McKeon, a professor of social teaching and systematic theology at both Newman Theological College and St. Joseph's University College, helped found the Edmonton Inner City Housing Society and was instrumental in envisioning and planning for the construction of the Boyle-McCauley Health Centre.
He was a member of the original committee that established the Edmonton Food Bank, is a member of the board of directors of the Inner City Pastoral Ministry and is involved in the Edmonton Community Loan Fund Society, a non-profit group that gives loans to low-income people to start up small businesses.
What drives McKeon? "Part of it is a religious motivation of attempting to live out the Gospel as a lay person with my gifts and abilities," he replied.
"Part of it is enjoyable.
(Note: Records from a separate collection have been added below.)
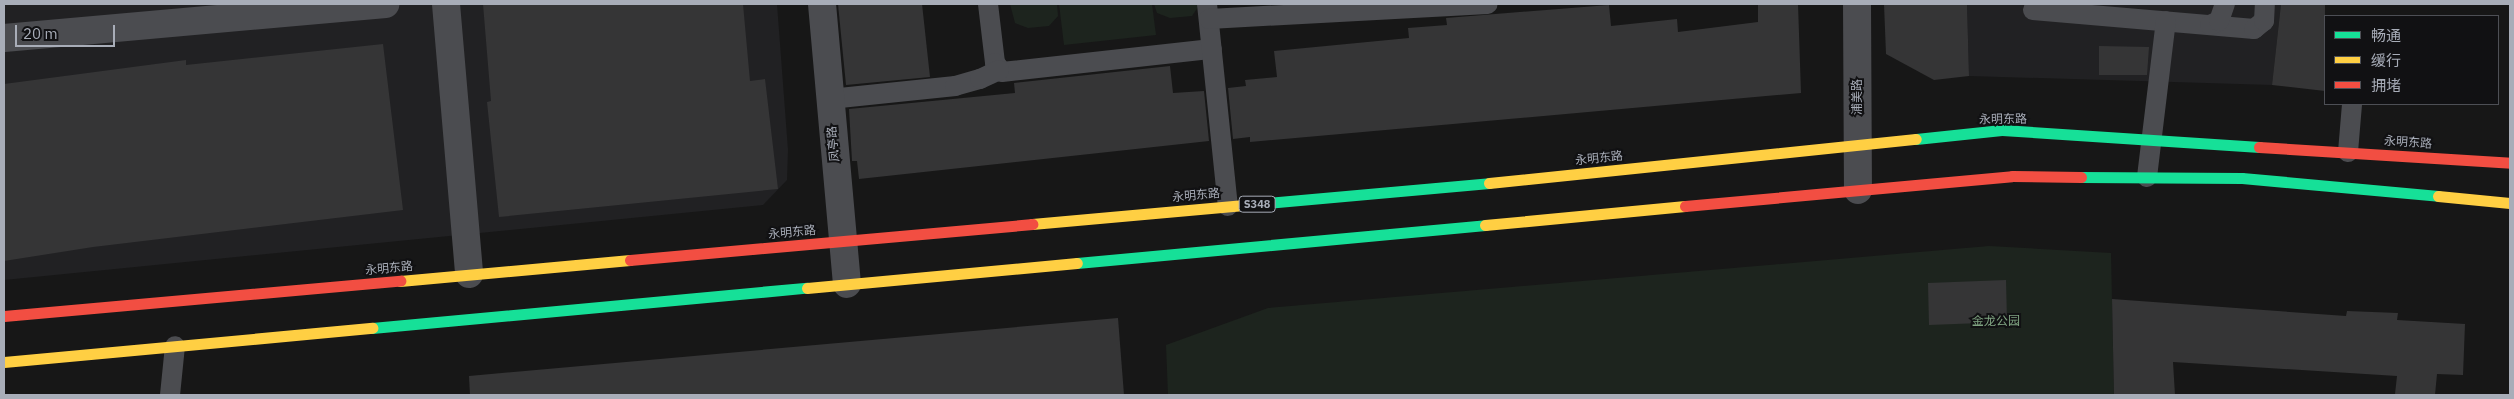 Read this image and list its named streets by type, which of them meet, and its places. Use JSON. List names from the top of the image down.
{
  "streets": {
    "main road": ["永明东路", "S348"],
    "street": ["浦美路", "凤亭路"]
  },
  "crossings": [
    ["浦美路", "永明东路"],
    ["永明东路", "凤亭路"]
  ],
  "parks": ["金龙公园"],
  "legend": ["畅通", "缓行", "拥堵"],
  "scale_bar": "20 m"
} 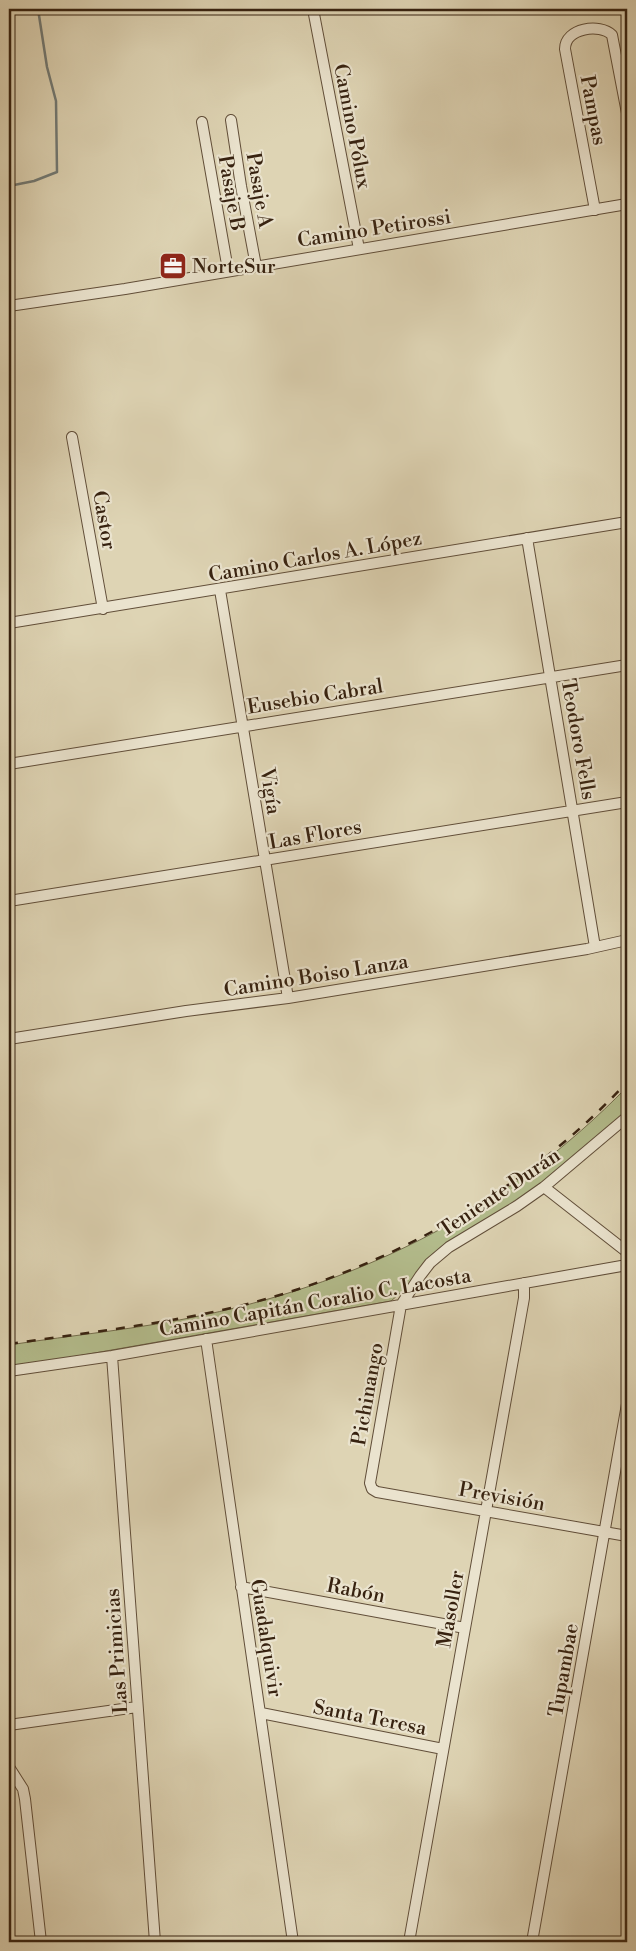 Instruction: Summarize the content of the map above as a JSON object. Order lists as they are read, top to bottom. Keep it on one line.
{"streets":{"street":["Pampas","Camino Pólux","Pasaje A","Pasaje B","Camino Petirossi","Castor","Camino Carlos A. López","Eusebio Cabral","Teodoro Fells","Vigía","Las Flores","Camino Boiso Lanza","Teniente Durán","Camino Capitán Coralio C. Lacosta","Pichinango","Previsión","Rabón","Masoller","Guadalquivir","Las Primicias","Tupambae","Santa Teresa"]},"crossings":[["Pampas","Camino Petirossi"],["Camino Pólux","Camino Petirossi"],["Pasaje A","Camino Petirossi"],["Pasaje B","Camino Petirossi"],["Castor","Camino Carlos A. López"],["Camino Carlos A. López","Teodoro Fells"],["Camino Carlos A. López","Vigía"],["Eusebio Cabral","Teodoro Fells"],["Eusebio Cabral","Vigía"],["Teodoro Fells","Las Flores"],["Teodoro Fells","Camino Boiso Lanza"],["Vigía","Las Flores"],["Vigía","Camino Boiso Lanza"],["Teniente Durán","Camino Capitán Coralio C. Lacosta"],["Teniente Durán","Pichinango"],["Camino Capitán Coralio C. Lacosta","Pichinango"],["Camino Capitán Coralio C. Lacosta","Masoller"],["Camino Capitán Coralio C. Lacosta","Guadalquivir"],["Camino Capitán Coralio C. Lacosta","Las Primicias"],["Pichinango","Previsión"],["Previsión","Masoller"],["Previsión","Tupambae"],["Rabón","Masoller"],["Rabón","Guadalquivir"],["Masoller","Santa Teresa"],["Guadalquivir","Santa Teresa"]],"places":{"office":["NorteSur"]}}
I have these incredible mentors. I work with these incredible people in the Church and in the community. You can't buy an opportunity like that."
He also thinks that as a professor of social teaching he has to teach by example, otherwise the teaching, and the professor, would lose credibility.
Born in New York City in 1947, McKeon began his community involvement in 1973 as a lay volunteer with the Jesuits volunteer corps in Montana. After a year with the group, he moved to northern British Columbia to volunteer as a teacher with the Frontier Apostolate, a group that recruited volunteer teachers for the Catholic school system.
In mid-1974 he moved to Edmonton to study for the priesthood at St. Joseph's Seminary. The venture only lasted until early 1977, when McKeon realized he wasn't called to be a priest.
From the seminary he moved to the inner city to live in community with a group of lay people and a Scarboro Missions priest. There he met and married his wife Mary Amerongen, a Catholic social activist who was then staff member with the Canadian Catholic Organization for Development and Peace. Together their raised their twin daughters, Sara and Margaret, both 22.
Soon after his arrival in the neighbourhood McKeon helped establish the Innroads Housing Cooperative, of which there are now four buildings shared by numerous families and individuals.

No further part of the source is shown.